Electrical stimulation inactivates muscle acetyl-coa carboxylase and increases amp-activated protein kinase. Hutber, C. Adrian, D. G. Hardie, and W. W. Winder. Zoology Department, Brigham Young University, Provo, Utah 84602 and Department of Biochemistry, The University, Dundee, DD1 4HN Scotland
APStracts 3:0224E, 1996.
Muscle malonyl-CoA decreases during exercise or electrical stimulation, the exercise-induced decline being accompanied by changes in the kinetic properties (Vmax, K0.5, Ka) of acetyl-CoA carboxylase (ACC) and by an increase in the AMP-activated protein kinase activity (AMPK). This study was designed to ascertain whether the exercise-induced changes are contraction-mediated and, if so, to follow the time course of these changes.
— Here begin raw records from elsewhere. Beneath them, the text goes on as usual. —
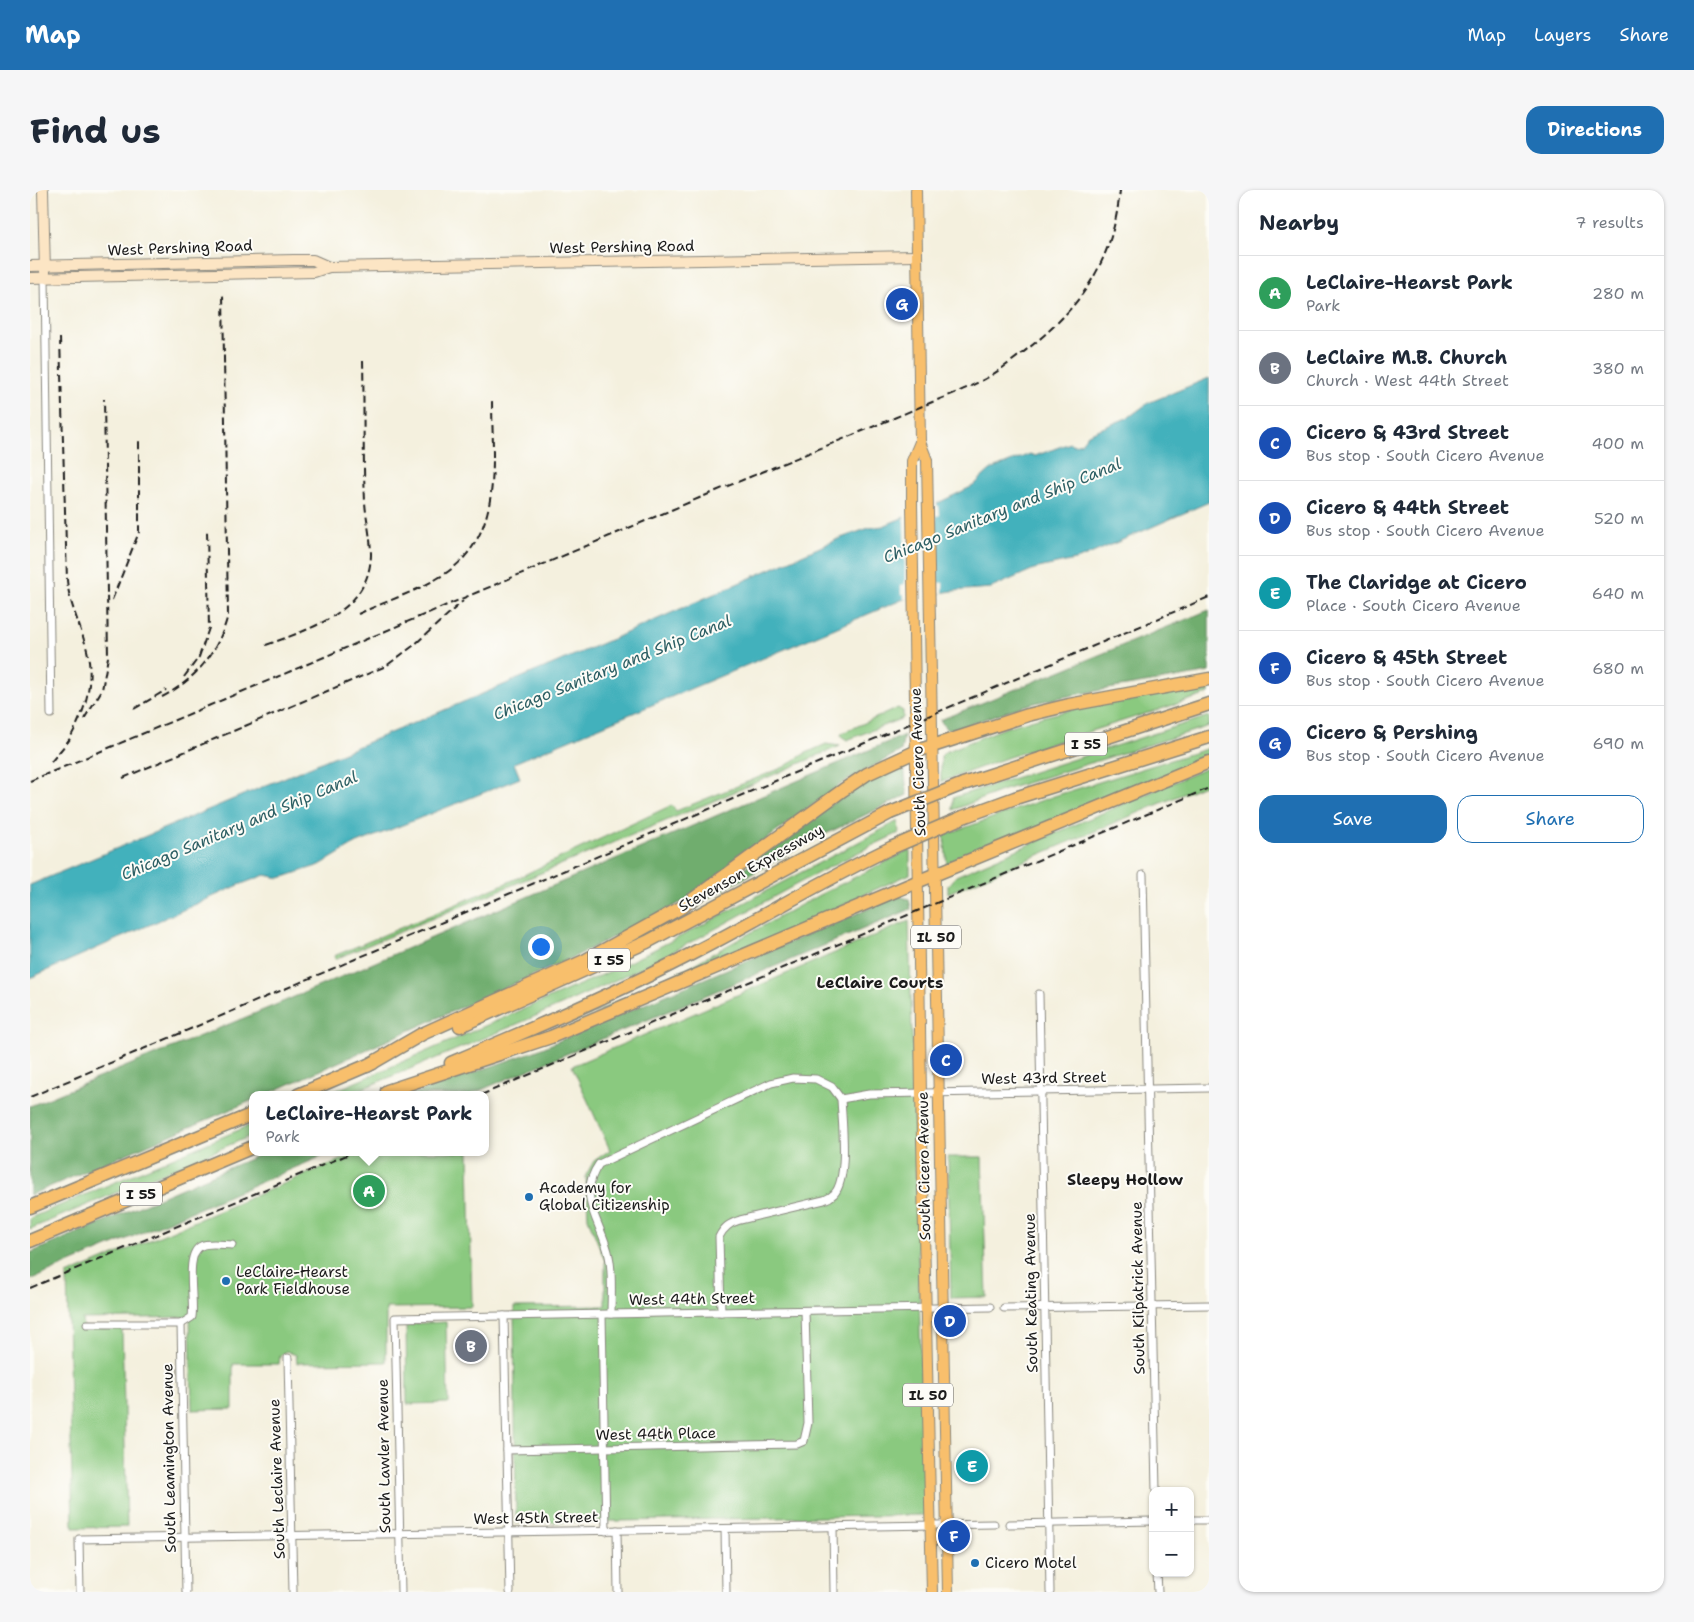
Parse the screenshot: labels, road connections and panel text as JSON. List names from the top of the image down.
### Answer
{
  "streets": {
    "highway": ["I 55", "Stevenson Expressway"],
    "main road": ["West Pershing Road", "South Cicero Avenue", "IL 50"],
    "street": [
      "West 43rd Street",
      "South Kilpatrick Avenue",
      "South Keating Avenue",
      "West 44th Street",
      "West 44th Place",
      "South Lawler Avenue",
      "South Leamington Avenue",
      "South Leclaire Avenue",
      "West 45th Street"
    ]
  },
  "crossings": [
    ["West Pershing Road", "South Cicero Avenue"],
    ["South Cicero Avenue", "West 43rd Street"],
    ["South Cicero Avenue", "West 44th Street"],
    ["South Cicero Avenue", "West 45th Street"],
    ["West 43rd Street", "South Kilpatrick Avenue"],
    ["West 43rd Street", "South Keating Avenue"],
    ["West 44th Street", "West 44th Place"],
    ["West 44th Street", "South Lawler Avenue"],
    ["South Lawler Avenue", "West 45th Street"],
    ["South Leamington Avenue", "West 45th Street"],
    ["South Leclaire Avenue", "West 45th Street"]
  ],
  "districts": ["LeClaire Courts", "Sleepy Hollow"],
  "water": ["Chicago Sanitary and Ship Canal"],
  "places": ["Academy for Global Citizenship", "LeClaire-Hearst Park Fieldhouse", "Cicero Motel"],
  "page": {
    "header": "Map",
    "nav": ["Map", "Layers", "Share"],
    "buttons": [
      "Directions",
      ["Save", "Share"]
    ],
    "title": "Find us",
    "heading": ["Nearby", "7 results"],
    "list": [
      {
        "mark": "A",
        "name": "LeClaire-Hearst Park",
        "note": "Park",
        "value": "280 m"
      },
      {
        "mark": "B",
        "name": "LeClaire M.B. Church",
        "note": "Church · West 44th Street",
        "value": "380 m"
      },
      {
        "mark": "C",
        "name": "Cicero & 43rd Street",
        "note": "Bus stop · South Cicero Avenue",
        "value": "400 m"
      },
      {
        "mark": "D",
        "name": "Cicero & 44th Street",
        "note": "Bus stop · South Cicero Avenue",
        "value": "520 m"
      },
      {
        "mark": "E",
        "name": "The Claridge at Cicero",
        "note": "Place · South Cicero Avenue",
        "value": "640 m"
      },
      {
        "mark": "F",
        "name": "Cicero & 45th Street",
        "note": "Bus stop · South Cicero Avenue",
        "value": "680 m"
      },
      {
        "mark": "G",
        "name": "Cicero & Pershing",
        "note": "Bus stop · South Cicero Avenue",
        "value": "690 m"
      }
    ],
    "pins": [
      "G",
      "C",
      "A",
      "D",
      "B",
      "E",
      "F"
    ],
    "popup": ["LeClaire-Hearst Park", "Park"],
    "map_buttons": ["+", "−"]
  }
}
The left sciatic nerve of rats was stimulated at 1 Hz for 0, 2, 5, 10, 20, or 30 min and the gastrocnemius/plantaris muscle group was then excised, frozen in liquid nitrogen, and later analyzed for malonyl-CoA and other metabolites. ACC and AMPK activities were quantitated in ammonium sulfate precipitates from homogenates prepared from the frozen muscles. ACC's Vmax and Ka for citrate decreased and increased respectively over the first 10 min of stimulation but significantly increased AMPK activity was not observed until 10 min to 20 min of stimulation (P < 0.05). Stimulation increased estimated free AMP (P < 0.05). Thus, exercise-induced changes in functional properties of ACC appear to be contraction-mediated and are accompanied by increased AMPK activity and by an increase in the estimated free AMP.

Received 2 August 1996; accepted in final form 29 October 1996.
APS Manuscript Number E376-6.
Article publication pending Am. J. Physiol. (Endocrinol. Metab.).